Data excerpts

—————

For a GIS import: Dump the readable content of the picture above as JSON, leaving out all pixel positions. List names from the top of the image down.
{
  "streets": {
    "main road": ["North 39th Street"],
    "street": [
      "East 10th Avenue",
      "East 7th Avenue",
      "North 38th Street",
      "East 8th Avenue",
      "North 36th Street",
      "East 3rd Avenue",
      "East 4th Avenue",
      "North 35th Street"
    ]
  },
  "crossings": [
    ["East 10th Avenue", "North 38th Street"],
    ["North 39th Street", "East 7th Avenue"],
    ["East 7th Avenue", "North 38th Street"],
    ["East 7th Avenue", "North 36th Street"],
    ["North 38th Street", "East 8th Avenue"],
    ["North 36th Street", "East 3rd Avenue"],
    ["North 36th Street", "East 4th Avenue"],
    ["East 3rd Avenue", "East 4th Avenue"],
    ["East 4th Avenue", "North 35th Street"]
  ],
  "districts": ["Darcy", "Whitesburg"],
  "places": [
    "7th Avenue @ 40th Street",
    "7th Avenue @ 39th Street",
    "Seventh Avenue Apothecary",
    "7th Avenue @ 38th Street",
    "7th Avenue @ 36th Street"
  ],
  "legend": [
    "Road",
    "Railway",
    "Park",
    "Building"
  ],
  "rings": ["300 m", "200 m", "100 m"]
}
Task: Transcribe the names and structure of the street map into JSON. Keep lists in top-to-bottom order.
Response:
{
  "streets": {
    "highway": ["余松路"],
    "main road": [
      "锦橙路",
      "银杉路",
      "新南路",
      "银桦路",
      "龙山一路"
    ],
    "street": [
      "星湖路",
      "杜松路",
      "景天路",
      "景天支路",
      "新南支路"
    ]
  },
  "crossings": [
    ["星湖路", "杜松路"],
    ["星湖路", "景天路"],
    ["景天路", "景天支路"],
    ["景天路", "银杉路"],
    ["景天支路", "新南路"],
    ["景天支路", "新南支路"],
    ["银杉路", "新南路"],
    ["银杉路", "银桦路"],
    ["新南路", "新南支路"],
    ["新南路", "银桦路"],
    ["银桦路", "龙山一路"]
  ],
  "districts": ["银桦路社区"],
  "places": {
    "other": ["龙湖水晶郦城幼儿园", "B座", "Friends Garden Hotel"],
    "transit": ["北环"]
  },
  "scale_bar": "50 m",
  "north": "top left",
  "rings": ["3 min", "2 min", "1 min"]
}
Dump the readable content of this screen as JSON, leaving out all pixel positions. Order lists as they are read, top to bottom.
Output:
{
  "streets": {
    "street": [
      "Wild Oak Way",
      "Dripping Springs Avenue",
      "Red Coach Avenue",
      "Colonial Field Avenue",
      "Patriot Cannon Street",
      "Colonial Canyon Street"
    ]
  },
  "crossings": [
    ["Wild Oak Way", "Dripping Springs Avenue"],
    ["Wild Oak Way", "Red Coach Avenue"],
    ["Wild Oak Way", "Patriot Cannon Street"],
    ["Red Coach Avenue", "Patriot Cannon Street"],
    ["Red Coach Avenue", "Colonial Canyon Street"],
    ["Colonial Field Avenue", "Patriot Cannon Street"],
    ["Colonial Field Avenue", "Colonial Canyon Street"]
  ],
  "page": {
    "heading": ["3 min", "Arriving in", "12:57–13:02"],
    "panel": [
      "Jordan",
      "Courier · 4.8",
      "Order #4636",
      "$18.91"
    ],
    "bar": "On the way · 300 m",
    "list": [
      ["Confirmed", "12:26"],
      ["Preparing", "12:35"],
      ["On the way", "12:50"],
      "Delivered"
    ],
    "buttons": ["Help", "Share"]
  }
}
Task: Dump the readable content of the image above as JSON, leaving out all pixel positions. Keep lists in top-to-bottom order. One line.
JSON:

—————

Transcribe the data in full, matching every line exactly.

§ Final answer
For a GIS import: Dump the readable content of the picture above as JSON, leaving out all pixel positions. List names from the top of the image down.
{
  "streets": {
    "main road": ["North 39th Street"],
    "street": [
      "East 10th Avenue",
      "East 7th Avenue",
      "North 38th Street",
      "East 8th Avenue",
      "North 36th Street",
      "East 3rd Avenue",
      "East 4th Avenue",
      "North 35th Street"
    ]
  },
  "crossings": [
    ["East 10th Avenue", "North 38th Street"],
    ["North 39th Street", "East 7th Avenue"],
    ["East 7th Avenue", "North 38th Street"],
    ["East 7th Avenue", "North 36th Street"],
    ["North 38th Street", "East 8th Avenue"],
    ["North 36th Street", "East 3rd Avenue"],
    ["North 36th Street", "East 4th Avenue"],
    ["East 3rd Avenue", "East 4th Avenue"],
    ["East 4th Avenue", "North 35th Street"]
  ],
  "districts": ["Darcy", "Whitesburg"],
  "places": [
    "7th Avenue @ 40th Street",
    "7th Avenue @ 39th Street",
    "Seventh Avenue Apothecary",
    "7th Avenue @ 38th Street",
    "7th Avenue @ 36th Street"
  ],
  "legend": [
    "Road",
    "Railway",
    "Park",
    "Building"
  ],
  "rings": ["300 m", "200 m", "100 m"]
}
Task: Transcribe the names and structure of the street map into JSON. Keep lists in top-to-bottom order.
Response:
{
  "streets": {
    "highway": ["余松路"],
    "main road": [
      "锦橙路",
      "银杉路",
      "新南路",
      "银桦路",
      "龙山一路"
    ],
    "street": [
      "星湖路",
      "杜松路",
      "景天路",
      "景天支路",
      "新南支路"
    ]
  },
  "crossings": [
    ["星湖路", "杜松路"],
    ["星湖路", "景天路"],
    ["景天路", "景天支路"],
    ["景天路", "银杉路"],
    ["景天支路", "新南路"],
    ["景天支路", "新南支路"],
    ["银杉路", "新南路"],
    ["银杉路", "银桦路"],
    ["新南路", "新南支路"],
    ["新南路", "银桦路"],
    ["银桦路", "龙山一路"]
  ],
  "districts": ["银桦路社区"],
  "places": {
    "other": ["龙湖水晶郦城幼儿园", "B座", "Friends Garden Hotel"],
    "transit": ["北环"]
  },
  "scale_bar": "50 m",
  "north": "top left",
  "rings": ["3 min", "2 min", "1 min"]
}
Dump the readable content of this screen as JSON, leaving out all pixel positions. Order lists as they are read, top to bottom.
Output:
{
  "streets": {
    "street": [
      "Wild Oak Way",
      "Dripping Springs Avenue",
      "Red Coach Avenue",
      "Colonial Field Avenue",
      "Patriot Cannon Street",
      "Colonial Canyon Street"
    ]
  },
  "crossings": [
    ["Wild Oak Way", "Dripping Springs Avenue"],
    ["Wild Oak Way", "Red Coach Avenue"],
    ["Wild Oak Way", "Patriot Cannon Street"],
    ["Red Coach Avenue", "Patriot Cannon Street"],
    ["Red Coach Avenue", "Colonial Canyon Street"],
    ["Colonial Field Avenue", "Patriot Cannon Street"],
    ["Colonial Field Avenue", "Colonial Canyon Street"]
  ],
  "page": {
    "heading": ["3 min", "Arriving in", "12:57–13:02"],
    "panel": [
      "Jordan",
      "Courier · 4.8",
      "Order #4636",
      "$18.91"
    ],
    "bar": "On the way · 300 m",
    "list": [
      ["Confirmed", "12:26"],
      ["Preparing", "12:35"],
      ["On the way", "12:50"],
      "Delivered"
    ],
    "buttons": ["Help", "Share"]
  }
}
Task: Dump the readable content of the image above as JSON, leaving out all pixel positions. Keep lists in top-to-bottom order. One line.
JSON:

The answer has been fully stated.